(Data extracts begins)

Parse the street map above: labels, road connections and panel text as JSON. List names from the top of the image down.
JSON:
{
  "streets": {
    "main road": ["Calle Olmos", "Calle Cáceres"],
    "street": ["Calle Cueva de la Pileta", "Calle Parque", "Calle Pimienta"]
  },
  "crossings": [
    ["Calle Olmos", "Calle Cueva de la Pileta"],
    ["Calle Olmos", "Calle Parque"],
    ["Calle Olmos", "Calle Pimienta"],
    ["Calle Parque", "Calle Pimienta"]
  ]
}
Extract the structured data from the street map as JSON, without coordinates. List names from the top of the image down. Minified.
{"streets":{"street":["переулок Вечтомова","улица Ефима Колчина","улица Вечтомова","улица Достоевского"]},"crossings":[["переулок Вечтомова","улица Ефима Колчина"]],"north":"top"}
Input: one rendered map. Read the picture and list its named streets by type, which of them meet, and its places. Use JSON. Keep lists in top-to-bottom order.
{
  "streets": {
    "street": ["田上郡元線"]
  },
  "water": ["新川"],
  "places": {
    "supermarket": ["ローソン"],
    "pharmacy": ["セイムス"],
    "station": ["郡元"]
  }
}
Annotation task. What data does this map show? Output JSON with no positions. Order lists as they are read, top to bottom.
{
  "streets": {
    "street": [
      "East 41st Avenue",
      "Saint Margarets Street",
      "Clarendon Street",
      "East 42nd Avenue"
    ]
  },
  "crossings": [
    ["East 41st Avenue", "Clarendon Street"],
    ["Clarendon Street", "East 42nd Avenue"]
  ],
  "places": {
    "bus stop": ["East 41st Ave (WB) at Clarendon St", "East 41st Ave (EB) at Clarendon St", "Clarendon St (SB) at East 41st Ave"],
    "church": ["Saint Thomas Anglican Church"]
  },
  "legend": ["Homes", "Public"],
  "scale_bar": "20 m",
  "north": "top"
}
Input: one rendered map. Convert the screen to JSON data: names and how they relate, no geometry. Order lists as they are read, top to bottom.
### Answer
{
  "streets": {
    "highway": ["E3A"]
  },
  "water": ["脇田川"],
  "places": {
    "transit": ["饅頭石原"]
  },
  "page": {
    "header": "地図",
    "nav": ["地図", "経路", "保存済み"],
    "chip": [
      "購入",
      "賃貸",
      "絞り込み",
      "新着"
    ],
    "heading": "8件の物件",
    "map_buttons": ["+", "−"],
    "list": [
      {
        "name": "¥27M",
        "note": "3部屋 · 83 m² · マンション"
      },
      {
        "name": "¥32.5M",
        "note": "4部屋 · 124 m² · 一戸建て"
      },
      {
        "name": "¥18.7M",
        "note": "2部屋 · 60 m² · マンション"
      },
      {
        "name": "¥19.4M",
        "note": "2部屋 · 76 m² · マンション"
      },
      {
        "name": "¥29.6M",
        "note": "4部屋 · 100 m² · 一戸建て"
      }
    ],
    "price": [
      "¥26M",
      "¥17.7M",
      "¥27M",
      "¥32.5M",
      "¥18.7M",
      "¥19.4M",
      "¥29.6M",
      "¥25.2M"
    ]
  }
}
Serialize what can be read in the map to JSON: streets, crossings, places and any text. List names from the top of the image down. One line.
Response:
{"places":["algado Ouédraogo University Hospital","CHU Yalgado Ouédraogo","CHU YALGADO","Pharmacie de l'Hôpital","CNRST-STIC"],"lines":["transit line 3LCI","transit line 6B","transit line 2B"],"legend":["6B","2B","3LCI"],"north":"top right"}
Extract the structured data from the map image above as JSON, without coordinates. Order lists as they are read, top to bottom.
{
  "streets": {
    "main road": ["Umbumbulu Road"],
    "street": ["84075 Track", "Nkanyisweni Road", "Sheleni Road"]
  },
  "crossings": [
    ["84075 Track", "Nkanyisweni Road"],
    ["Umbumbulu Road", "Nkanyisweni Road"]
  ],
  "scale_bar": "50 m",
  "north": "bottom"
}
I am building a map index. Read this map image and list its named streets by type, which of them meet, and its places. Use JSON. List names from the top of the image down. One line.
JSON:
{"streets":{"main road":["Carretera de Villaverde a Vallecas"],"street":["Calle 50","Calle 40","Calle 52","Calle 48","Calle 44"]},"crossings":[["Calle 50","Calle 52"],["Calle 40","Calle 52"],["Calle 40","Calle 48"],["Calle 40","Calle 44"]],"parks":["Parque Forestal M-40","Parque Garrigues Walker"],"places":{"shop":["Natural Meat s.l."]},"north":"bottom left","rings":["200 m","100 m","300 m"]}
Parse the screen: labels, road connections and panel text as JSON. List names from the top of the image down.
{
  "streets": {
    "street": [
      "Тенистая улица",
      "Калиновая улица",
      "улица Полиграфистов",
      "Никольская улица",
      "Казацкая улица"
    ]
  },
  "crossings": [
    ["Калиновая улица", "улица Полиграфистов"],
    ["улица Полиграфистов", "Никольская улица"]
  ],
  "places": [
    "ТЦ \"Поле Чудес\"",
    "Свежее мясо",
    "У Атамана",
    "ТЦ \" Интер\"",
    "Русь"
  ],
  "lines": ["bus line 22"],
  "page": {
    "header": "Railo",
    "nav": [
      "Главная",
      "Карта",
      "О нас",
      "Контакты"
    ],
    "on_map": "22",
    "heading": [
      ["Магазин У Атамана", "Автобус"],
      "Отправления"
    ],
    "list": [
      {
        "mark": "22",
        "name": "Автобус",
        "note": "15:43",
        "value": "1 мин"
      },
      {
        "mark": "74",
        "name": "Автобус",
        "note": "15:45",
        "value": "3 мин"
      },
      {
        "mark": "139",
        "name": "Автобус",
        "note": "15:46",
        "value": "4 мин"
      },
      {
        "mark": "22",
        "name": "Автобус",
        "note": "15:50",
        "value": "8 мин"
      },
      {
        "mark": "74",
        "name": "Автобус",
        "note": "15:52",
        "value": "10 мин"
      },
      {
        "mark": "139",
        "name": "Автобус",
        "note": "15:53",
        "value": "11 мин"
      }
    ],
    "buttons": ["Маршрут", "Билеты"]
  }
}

(Data extracts ends)

*What the exercise asks*: Could you write out, exactly, each line of the data above from the one containing "I am building" through the last, including both?

*Response to this exercise*:
I am building a map index. Read this map image and list its named streets by type, which of them meet, and its places. Use JSON. List names from the top of the image down. One line.
JSON:
{"streets":{"main road":["Carretera de Villaverde a Vallecas"],"street":["Calle 50","Calle 40","Calle 52","Calle 48","Calle 44"]},"crossings":[["Calle 50","Calle 52"],["Calle 40","Calle 52"],["Calle 40","Calle 48"],["Calle 40","Calle 44"]],"parks":["Parque Forestal M-40","Parque Garrigues Walker"],"places":{"shop":["Natural Meat s.l."]},"north":"bottom left","rings":["200 m","100 m","300 m"]}
Parse the screen: labels, road connections and panel text as JSON. List names from the top of the image down.
{
  "streets": {
    "street": [
      "Тенистая улица",
      "Калиновая улица",
      "улица Полиграфистов",
      "Никольская улица",
      "Казацкая улица"
    ]
  },
  "crossings": [
    ["Калиновая улица", "улица Полиграфистов"],
    ["улица Полиграфистов", "Никольская улица"]
  ],
  "places": [
    "ТЦ \"Поле Чудес\"",
    "Свежее мясо",
    "У Атамана",
    "ТЦ \" Интер\"",
    "Русь"
  ],
  "lines": ["bus line 22"],
  "page": {
    "header": "Railo",
    "nav": [
      "Главная",
      "Карта",
      "О нас",
      "Контакты"
    ],
    "on_map": "22",
    "heading": [
      ["Магазин У Атамана", "Автобус"],
      "Отправления"
    ],
    "list": [
      {
        "mark": "22",
        "name": "Автобус",
        "note": "15:43",
        "value": "1 мин"
      },
      {
        "mark": "74",
        "name": "Автобус",
        "note": "15:45",
        "value": "3 мин"
      },
      {
        "mark": "139",
        "name": "Автобус",
        "note": "15:46",
        "value": "4 мин"
      },
      {
        "mark": "22",
        "name": "Автобус",
        "note": "15:50",
        "value": "8 мин"
      },
      {
        "mark": "74",
        "name": "Автобус",
        "note": "15:52",
        "value": "10 мин"
      },
      {
        "mark": "139",
        "name": "Автобус",
        "note": "15:53",
        "value": "11 мин"
      }
    ],
    "buttons": ["Маршрут", "Билеты"]
  }
}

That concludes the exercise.